[plug] P75 & Linux
craig at postnewspapers.com.au
craig at postnewspapers.com.au
Fri Jun 28 19:27:17 WST 2002
> > and since it seems that I can't fit Xwindows on the P75's 1 Gb HDD it
> > will be fun to try and run the xserver on my main machine (Red Hat
> > 7.3) from the console on the P75 (Debian).
> Actually, where X is concerned, the client is the where the program
> runs, and the server is where it displays itself. In other words, if
> you wanted to run a program on your main machine and see it on your P75,
> the server would be the P75.
Yeah, think he just worded the original badly, seems to say "run X on
RH73, client apps on p75-deb via console login" - yes?
> While this might seem backwards, it does make sense if you think about
> it.
One of my housemates disagrees quite violently.
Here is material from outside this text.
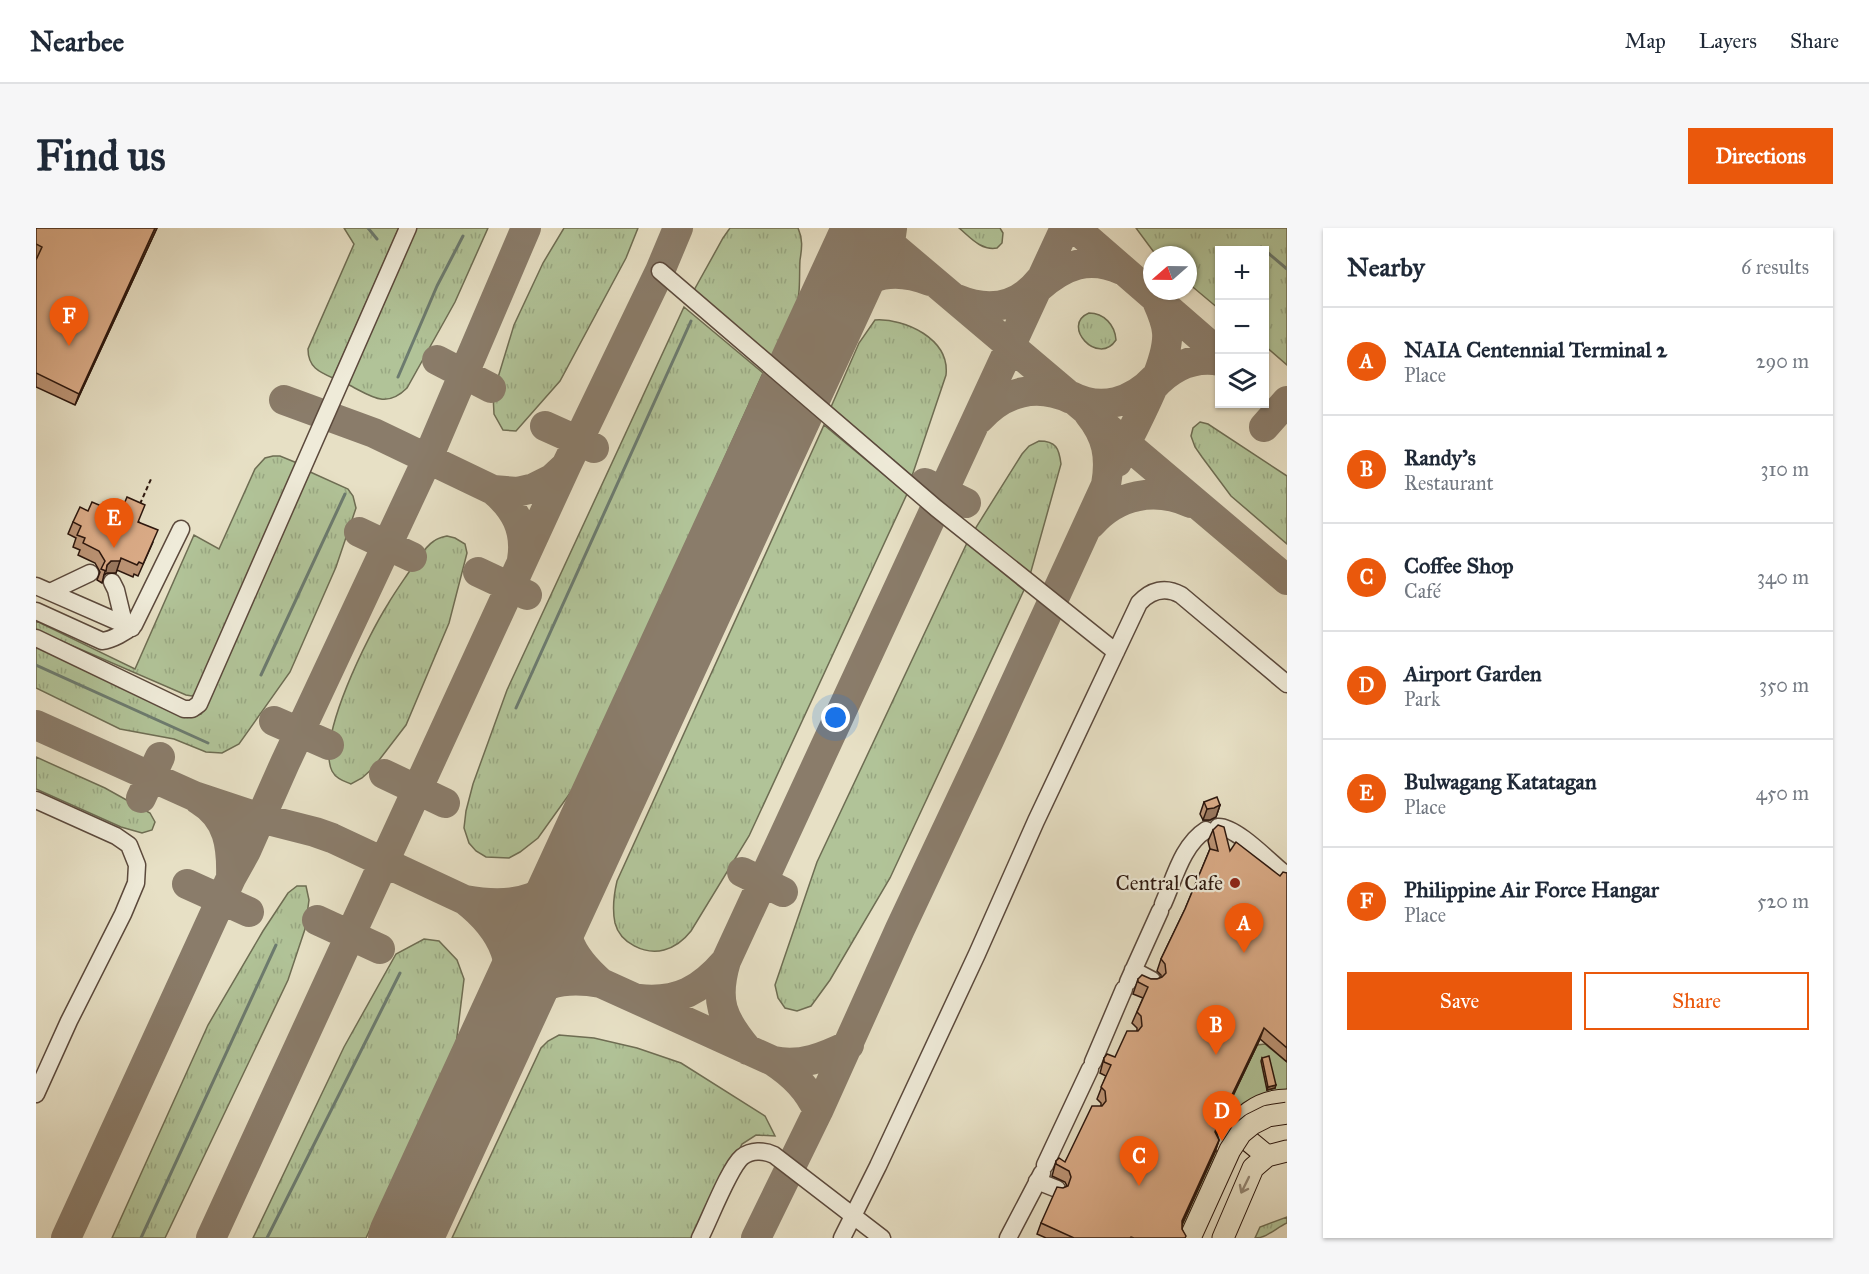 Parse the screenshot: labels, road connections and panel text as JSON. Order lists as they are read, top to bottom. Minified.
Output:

Its funny actually, but
he does make one intestesting comment, best demonstrated by:
The network client runs an X server; The application server
runs the x clients that connect to the X server running on the network
client.
If you're not already used to X client/server, that'll probably make you
want to find the person responsible and flay them with a ribbon cable.
Now re-read that, dropping "network client" and "application server" to
"client" and "server" respectively (as most people will do when
thinking networking) and you see the problem.
> The alternative solution is even more light-weight. You can install a
> basic X server on your P75 and then setup your grunty box to host the X
> session using XDCMP (just like an xterm in the old days). It's a bit
> messier, and you probably won't be able to get Red Hat's GUI installer
> to set it up for you, but it will mean that your P75 is using much less
> space and resources.
yay!
My fave is P100 with no hard disk, boot floppy with PXE, tftp kernel
load, kernel net autoconfig, nfs root, start X server, XDMCP from more
powerful host. It lets one of my housemates use a real system, including
OpenOffice and KDE (she's a button hampster, Wmaker etc would probably
make her explode) off a P100 at useable speeds.
--
Craig Ringer
GPG Key Fingerprint: AF1C ABFE 7E64 E9C8 FC27 C16E D3CE CDC0 0E93 380D
-- if it ain't broke, add features 'till it is. (or:)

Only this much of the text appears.